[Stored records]
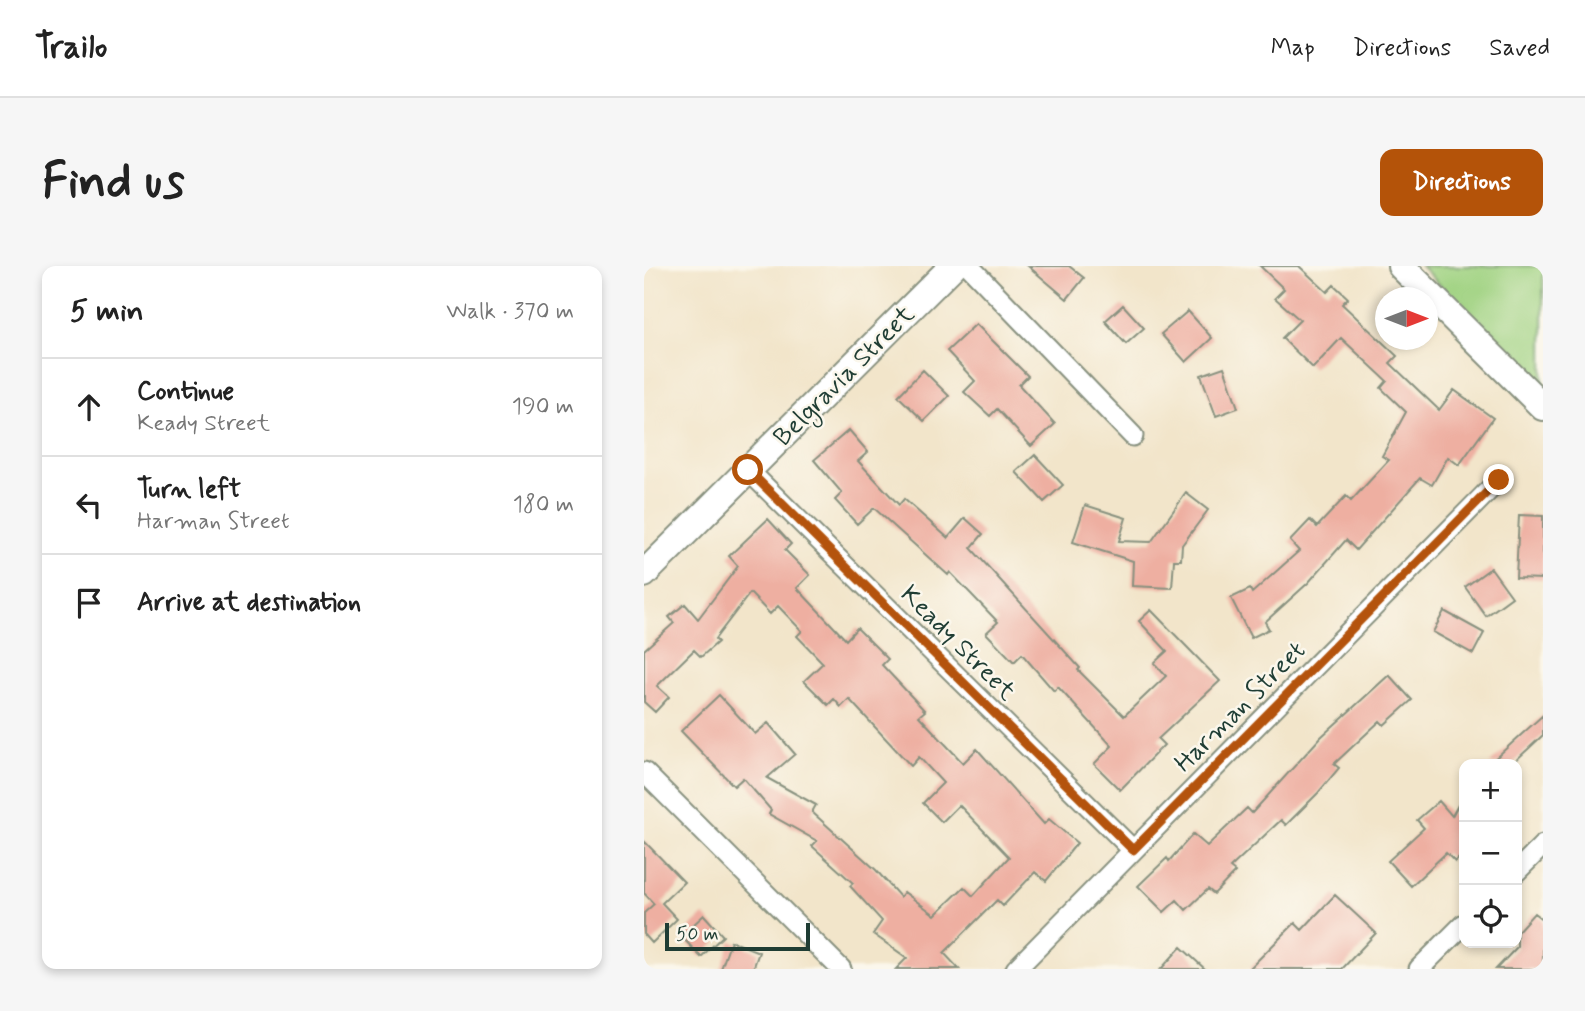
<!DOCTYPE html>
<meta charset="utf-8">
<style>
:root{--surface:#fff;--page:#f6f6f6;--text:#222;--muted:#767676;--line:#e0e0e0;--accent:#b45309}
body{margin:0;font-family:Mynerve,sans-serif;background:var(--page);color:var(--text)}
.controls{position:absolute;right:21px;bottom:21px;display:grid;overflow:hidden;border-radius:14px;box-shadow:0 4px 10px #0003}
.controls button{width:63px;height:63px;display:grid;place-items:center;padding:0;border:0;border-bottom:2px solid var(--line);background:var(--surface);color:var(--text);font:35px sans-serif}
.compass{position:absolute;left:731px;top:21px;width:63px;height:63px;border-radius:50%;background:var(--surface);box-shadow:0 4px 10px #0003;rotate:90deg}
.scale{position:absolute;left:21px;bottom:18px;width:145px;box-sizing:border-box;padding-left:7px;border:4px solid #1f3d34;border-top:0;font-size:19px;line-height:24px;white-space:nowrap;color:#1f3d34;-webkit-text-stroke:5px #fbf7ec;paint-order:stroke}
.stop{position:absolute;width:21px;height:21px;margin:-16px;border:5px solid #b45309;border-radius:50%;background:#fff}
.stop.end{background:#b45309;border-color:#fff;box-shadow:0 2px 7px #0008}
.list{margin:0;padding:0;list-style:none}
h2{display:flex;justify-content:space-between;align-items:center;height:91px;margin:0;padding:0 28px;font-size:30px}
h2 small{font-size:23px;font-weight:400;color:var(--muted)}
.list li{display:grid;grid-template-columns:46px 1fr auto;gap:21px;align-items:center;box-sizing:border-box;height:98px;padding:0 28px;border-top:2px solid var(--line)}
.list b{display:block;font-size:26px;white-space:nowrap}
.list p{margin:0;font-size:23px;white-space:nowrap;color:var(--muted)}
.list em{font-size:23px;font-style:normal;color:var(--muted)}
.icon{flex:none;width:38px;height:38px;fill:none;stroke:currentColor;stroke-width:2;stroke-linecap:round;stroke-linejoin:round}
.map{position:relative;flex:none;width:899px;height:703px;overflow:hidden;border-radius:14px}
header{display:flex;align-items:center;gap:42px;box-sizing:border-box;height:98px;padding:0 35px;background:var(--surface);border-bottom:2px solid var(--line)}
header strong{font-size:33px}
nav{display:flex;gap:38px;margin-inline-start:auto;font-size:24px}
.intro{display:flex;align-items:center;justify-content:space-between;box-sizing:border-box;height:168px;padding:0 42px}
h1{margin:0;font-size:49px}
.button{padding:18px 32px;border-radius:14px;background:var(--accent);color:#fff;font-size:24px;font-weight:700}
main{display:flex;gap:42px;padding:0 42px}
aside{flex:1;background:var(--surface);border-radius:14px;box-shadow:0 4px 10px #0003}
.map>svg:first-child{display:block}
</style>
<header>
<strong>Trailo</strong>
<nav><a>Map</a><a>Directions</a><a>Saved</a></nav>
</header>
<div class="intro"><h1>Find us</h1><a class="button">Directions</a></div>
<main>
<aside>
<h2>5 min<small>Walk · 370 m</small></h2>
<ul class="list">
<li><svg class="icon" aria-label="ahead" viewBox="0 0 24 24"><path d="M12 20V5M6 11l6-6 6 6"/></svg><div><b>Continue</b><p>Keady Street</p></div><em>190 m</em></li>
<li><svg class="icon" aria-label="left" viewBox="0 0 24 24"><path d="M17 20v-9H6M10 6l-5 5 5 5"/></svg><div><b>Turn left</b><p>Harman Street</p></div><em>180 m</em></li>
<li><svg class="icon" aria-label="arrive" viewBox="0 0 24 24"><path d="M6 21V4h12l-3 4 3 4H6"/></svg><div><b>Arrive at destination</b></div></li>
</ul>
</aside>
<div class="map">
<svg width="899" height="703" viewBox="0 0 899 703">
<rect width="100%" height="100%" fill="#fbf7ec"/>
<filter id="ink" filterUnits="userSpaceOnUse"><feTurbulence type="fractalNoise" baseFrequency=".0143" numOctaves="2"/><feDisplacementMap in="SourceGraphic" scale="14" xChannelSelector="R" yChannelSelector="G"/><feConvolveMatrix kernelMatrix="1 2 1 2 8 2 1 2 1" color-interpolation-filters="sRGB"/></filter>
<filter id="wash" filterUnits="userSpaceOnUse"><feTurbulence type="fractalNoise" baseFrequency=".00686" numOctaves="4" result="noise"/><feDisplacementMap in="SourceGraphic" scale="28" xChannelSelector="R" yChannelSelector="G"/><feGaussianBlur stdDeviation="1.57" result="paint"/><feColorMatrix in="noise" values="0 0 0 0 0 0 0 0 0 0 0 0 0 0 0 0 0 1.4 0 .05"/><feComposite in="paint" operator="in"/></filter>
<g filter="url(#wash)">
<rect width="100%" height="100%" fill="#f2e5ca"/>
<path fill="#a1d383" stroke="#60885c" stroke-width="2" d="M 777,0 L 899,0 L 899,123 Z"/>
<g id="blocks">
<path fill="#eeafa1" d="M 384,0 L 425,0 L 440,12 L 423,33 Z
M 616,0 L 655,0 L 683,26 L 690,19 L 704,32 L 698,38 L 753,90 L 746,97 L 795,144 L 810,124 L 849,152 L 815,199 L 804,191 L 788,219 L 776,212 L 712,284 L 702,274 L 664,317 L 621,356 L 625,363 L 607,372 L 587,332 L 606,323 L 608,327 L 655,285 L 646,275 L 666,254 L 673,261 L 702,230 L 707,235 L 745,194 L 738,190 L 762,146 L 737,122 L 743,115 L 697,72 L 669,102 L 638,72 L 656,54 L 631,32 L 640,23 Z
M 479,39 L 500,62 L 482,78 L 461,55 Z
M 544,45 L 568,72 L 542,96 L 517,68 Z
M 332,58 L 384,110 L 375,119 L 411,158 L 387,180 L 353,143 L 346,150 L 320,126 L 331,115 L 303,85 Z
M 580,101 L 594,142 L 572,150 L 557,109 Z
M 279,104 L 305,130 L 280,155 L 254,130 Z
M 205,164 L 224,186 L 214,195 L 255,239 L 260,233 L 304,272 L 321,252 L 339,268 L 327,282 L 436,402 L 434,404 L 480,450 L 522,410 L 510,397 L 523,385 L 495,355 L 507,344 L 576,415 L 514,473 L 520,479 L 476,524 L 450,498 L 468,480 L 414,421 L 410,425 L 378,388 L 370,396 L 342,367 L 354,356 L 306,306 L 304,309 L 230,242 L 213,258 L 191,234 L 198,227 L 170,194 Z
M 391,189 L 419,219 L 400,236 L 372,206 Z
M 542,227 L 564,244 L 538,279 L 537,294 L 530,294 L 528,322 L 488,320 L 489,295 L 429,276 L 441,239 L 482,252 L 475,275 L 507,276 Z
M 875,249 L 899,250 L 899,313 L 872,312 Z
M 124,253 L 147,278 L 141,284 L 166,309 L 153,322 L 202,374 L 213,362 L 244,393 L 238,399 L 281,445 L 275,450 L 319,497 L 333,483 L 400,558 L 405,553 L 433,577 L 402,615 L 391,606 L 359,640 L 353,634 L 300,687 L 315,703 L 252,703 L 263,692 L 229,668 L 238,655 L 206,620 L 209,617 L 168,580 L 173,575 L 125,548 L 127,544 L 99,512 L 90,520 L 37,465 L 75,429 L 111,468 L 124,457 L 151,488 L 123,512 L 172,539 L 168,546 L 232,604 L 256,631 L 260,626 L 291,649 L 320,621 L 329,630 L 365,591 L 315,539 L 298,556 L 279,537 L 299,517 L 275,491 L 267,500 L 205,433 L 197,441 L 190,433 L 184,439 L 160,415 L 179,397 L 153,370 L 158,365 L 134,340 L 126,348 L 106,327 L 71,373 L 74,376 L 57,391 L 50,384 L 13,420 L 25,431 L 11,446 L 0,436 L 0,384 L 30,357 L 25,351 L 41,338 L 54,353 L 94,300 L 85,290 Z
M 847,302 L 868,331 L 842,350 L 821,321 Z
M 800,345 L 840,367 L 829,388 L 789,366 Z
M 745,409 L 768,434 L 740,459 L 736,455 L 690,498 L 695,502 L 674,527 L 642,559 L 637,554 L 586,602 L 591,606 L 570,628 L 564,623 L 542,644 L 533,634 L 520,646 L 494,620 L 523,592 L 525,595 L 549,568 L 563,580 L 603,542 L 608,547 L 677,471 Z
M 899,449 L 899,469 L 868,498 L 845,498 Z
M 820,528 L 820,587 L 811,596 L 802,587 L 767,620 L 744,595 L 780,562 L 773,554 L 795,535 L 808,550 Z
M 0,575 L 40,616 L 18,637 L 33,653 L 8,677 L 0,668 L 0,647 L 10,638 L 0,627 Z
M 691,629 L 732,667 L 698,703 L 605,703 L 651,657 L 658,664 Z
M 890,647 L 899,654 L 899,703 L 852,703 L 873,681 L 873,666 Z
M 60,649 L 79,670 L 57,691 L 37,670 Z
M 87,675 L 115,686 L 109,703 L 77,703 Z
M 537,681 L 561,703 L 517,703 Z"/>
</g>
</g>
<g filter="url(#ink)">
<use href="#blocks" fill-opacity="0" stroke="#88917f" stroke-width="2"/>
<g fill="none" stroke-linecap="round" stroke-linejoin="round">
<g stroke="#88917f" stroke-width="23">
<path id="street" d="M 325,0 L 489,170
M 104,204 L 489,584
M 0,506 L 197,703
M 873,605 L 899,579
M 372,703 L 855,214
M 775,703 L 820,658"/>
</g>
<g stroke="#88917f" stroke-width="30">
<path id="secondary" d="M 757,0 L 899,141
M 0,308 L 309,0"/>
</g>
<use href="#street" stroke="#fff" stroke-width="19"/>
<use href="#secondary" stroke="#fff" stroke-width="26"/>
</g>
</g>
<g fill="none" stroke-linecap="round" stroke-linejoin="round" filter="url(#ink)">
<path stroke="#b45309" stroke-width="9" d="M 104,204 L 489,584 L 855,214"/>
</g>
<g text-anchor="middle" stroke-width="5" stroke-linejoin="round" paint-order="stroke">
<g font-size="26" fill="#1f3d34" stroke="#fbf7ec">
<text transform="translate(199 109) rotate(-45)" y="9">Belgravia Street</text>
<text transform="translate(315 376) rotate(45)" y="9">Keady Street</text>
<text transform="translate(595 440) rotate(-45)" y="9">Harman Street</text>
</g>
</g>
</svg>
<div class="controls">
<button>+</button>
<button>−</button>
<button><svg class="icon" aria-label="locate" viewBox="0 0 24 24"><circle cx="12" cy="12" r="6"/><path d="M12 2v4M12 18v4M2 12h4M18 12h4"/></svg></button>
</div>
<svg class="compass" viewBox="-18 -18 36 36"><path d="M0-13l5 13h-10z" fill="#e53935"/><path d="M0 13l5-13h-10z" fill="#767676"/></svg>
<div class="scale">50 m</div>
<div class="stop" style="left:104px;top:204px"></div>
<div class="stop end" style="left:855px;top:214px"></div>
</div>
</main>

* * *

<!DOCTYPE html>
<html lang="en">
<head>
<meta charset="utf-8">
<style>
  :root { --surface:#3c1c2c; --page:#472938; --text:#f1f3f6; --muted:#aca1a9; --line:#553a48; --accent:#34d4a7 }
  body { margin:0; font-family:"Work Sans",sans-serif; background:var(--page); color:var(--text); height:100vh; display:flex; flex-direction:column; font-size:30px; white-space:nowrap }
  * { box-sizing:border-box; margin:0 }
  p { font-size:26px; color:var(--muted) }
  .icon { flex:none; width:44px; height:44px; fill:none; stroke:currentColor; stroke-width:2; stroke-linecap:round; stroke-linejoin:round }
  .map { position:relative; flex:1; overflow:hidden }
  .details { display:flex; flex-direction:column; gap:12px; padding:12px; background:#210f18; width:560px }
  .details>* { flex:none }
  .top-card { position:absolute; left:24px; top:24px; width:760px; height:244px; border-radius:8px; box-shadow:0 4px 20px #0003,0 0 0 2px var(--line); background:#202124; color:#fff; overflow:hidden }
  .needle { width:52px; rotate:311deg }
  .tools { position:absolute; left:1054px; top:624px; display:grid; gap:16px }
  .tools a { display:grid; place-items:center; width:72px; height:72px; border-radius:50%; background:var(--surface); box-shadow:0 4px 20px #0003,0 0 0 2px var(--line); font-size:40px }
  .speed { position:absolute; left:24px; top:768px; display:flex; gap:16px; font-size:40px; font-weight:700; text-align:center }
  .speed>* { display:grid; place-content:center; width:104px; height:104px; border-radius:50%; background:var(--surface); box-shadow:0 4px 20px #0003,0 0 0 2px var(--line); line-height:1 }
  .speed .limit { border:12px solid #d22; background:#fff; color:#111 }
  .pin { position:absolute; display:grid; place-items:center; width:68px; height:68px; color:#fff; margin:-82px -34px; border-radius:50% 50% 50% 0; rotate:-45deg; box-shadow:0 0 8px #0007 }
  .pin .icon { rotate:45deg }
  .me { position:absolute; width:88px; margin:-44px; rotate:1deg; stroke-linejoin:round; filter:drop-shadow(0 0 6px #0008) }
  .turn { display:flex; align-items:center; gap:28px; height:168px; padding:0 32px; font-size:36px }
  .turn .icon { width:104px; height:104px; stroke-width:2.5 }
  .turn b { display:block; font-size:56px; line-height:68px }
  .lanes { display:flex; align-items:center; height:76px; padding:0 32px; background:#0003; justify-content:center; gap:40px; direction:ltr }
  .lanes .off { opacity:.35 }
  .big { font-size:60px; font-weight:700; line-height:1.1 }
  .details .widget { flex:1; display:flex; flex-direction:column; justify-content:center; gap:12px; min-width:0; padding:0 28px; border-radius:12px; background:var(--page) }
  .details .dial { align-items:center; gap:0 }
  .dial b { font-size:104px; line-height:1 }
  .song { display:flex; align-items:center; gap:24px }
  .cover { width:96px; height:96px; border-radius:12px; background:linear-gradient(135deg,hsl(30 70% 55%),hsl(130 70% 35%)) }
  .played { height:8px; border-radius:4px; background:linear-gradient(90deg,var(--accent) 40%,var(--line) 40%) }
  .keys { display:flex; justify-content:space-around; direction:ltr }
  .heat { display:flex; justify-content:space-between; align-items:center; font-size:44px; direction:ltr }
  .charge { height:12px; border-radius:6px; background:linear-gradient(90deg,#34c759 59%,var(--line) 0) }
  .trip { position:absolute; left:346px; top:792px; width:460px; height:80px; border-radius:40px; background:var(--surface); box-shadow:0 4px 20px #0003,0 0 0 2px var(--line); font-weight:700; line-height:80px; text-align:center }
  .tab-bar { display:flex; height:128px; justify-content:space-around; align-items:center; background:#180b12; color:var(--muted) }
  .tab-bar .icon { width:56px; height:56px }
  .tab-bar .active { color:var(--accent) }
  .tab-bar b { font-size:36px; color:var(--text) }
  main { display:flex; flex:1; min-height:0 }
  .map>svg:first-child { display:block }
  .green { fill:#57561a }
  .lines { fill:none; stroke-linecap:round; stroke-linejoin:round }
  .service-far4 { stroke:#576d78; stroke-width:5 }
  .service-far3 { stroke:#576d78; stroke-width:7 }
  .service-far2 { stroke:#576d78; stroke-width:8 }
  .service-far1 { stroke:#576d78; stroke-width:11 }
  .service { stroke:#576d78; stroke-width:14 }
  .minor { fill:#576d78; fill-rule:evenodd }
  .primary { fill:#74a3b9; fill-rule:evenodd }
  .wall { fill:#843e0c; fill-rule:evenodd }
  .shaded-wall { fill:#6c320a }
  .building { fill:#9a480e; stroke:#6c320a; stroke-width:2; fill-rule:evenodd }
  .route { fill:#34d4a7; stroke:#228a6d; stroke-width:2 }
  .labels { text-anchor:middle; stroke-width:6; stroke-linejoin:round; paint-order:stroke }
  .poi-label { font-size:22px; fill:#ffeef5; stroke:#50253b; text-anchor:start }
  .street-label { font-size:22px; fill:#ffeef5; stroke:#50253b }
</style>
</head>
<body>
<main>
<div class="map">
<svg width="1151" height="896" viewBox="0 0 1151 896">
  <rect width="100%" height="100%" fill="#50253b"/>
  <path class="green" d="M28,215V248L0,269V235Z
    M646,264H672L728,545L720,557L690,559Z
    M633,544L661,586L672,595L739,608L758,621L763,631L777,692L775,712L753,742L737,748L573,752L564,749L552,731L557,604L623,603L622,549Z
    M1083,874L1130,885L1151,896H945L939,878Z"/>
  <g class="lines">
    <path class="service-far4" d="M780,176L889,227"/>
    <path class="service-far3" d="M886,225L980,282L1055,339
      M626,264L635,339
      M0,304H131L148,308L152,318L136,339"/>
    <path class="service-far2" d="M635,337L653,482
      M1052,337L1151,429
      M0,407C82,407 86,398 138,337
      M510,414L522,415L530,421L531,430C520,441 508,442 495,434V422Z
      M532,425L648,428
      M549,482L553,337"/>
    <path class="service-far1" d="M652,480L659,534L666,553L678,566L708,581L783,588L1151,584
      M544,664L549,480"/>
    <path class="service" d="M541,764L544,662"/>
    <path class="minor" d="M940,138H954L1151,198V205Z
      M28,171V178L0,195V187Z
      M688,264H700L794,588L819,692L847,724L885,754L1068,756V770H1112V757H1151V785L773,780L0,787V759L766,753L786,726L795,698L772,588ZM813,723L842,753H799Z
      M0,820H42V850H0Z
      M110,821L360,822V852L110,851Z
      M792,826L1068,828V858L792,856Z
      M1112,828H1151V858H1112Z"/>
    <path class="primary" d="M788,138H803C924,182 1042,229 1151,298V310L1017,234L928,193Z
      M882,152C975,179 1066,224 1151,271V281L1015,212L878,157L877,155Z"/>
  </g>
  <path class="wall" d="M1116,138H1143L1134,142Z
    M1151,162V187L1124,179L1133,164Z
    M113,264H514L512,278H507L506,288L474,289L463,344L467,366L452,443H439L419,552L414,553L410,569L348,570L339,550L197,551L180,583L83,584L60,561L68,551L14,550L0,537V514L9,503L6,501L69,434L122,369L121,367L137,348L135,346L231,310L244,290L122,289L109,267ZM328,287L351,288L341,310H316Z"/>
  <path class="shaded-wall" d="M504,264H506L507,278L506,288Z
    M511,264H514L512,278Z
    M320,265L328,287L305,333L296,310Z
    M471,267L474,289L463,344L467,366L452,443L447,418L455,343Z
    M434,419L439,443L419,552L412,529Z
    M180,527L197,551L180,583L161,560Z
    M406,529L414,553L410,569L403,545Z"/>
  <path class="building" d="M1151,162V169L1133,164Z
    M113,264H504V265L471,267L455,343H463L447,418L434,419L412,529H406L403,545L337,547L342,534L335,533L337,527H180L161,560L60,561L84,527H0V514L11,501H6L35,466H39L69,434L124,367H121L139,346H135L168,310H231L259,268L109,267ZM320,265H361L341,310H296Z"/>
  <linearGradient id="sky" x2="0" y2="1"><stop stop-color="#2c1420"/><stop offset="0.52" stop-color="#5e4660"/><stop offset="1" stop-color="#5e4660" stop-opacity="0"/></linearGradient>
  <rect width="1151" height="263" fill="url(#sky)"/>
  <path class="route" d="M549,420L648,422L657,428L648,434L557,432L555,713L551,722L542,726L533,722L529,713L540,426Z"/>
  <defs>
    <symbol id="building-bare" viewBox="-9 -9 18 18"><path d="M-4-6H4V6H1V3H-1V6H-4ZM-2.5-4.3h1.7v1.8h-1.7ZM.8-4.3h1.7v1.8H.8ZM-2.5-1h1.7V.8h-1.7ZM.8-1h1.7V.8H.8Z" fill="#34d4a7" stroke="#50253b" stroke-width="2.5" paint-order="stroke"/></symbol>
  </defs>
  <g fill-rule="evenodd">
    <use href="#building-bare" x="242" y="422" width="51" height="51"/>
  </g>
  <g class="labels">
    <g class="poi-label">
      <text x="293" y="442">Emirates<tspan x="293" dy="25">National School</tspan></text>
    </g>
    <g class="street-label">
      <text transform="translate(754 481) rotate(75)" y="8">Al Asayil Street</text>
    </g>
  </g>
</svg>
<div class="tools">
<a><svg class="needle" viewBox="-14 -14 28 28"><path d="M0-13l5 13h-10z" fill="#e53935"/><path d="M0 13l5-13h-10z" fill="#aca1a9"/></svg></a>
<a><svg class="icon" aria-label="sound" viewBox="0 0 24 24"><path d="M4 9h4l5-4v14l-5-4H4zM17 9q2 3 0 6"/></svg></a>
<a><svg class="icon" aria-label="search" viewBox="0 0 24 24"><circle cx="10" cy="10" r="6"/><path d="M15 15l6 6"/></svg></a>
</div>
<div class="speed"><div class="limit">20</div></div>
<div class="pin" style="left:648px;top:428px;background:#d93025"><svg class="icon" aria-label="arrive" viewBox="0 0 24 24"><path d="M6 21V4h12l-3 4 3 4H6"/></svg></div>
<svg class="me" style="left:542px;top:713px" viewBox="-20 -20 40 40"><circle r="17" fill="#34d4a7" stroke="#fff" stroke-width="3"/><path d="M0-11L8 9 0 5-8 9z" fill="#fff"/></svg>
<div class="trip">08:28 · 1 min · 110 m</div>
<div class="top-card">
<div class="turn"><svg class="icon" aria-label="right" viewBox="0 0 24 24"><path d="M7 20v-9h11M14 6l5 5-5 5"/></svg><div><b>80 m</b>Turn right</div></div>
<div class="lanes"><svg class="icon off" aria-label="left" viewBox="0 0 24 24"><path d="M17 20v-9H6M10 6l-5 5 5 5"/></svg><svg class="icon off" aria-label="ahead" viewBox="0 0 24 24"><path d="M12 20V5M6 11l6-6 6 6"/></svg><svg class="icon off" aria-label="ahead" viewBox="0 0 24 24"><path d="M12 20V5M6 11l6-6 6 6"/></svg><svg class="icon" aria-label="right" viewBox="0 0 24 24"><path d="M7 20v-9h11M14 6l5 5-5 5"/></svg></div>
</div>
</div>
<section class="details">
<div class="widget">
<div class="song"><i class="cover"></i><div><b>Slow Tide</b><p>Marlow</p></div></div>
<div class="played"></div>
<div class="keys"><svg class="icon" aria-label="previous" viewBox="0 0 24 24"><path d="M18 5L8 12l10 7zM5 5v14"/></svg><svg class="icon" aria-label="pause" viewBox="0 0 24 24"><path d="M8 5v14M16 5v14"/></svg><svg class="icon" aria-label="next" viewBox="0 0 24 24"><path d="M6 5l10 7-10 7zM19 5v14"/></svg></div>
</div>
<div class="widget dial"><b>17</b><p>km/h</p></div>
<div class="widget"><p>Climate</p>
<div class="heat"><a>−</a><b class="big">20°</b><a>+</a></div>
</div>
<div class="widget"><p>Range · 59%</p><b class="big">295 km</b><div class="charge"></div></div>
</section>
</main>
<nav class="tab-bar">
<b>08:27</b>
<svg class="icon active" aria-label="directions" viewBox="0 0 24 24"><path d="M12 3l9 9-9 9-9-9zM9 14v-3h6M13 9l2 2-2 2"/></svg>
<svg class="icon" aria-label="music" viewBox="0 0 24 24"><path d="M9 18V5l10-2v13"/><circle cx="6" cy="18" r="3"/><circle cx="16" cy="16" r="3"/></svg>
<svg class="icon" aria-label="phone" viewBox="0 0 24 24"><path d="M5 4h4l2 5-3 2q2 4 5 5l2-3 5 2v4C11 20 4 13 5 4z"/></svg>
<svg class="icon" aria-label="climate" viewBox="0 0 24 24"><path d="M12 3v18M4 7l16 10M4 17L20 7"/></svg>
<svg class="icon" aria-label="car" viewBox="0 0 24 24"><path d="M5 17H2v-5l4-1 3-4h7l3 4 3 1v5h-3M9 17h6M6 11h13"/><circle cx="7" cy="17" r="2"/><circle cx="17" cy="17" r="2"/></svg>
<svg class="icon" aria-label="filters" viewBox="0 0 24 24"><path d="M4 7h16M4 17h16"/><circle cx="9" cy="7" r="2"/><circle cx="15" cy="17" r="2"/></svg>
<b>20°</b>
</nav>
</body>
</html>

About this exercise –
Return exactly, and only, the lines above starting at the line that contains "display:flex; flex-direction:column; gap:12px;" and ending at the line that contains "font-size:60px; font-weight:700; line-height:1.1".

Your response –
  .details { display:flex; flex-direction:column; gap:12px; padding:12px; background:#210f18; width:560px }
  .details>* { flex:none }
  .top-card { position:absolute; left:24px; top:24px; width:760px; height:244px; border-radius:8px; box-shadow:0 4px 20px #0003,0 0 0 2px var(--line); background:#202124; color:#fff; overflow:hidden }
  .needle { width:52px; rotate:311deg }
  .tools { position:absolute; left:1054px; top:624px; display:grid; gap:16px }
  .tools a { display:grid; place-items:center; width:72px; height:72px; border-radius:50%; background:var(--surface); box-shadow:0 4px 20px #0003,0 0 0 2px var(--line); font-size:40px }
  .speed { position:absolute; left:24px; top:768px; display:flex; gap:16px; font-size:40px; font-weight:700; text-align:center }
  .speed>* { display:grid; place-content:center; width:104px; height:104px; border-radius:50%; background:var(--surface); box-shadow:0 4px 20px #0003,0 0 0 2px var(--line); line-height:1 }
  .speed .limit { border:12px solid #d22; background:#fff; color:#111 }
  .pin { position:absolute; display:grid; place-items:center; width:68px; height:68px; color:#fff; margin:-82px -34px; border-radius:50% 50% 50% 0; rotate:-45deg; box-shadow:0 0 8px #0007 }
  .pin .icon { rotate:45deg }
  .me { position:absolute; width:88px; margin:-44px; rotate:1deg; stroke-linejoin:round; filter:drop-shadow(0 0 6px #0008) }
  .turn { display:flex; align-items:center; gap:28px; height:168px; padding:0 32px; font-size:36px }
  .turn .icon { width:104px; height:104px; stroke-width:2.5 }
  .turn b { display:block; font-size:56px; line-height:68px }
  .lanes { display:flex; align-items:center; height:76px; padding:0 32px; background:#0003; justify-content:center; gap:40px; direction:ltr }
  .lanes .off { opacity:.35 }
  .big { font-size:60px; font-weight:700; line-height:1.1 }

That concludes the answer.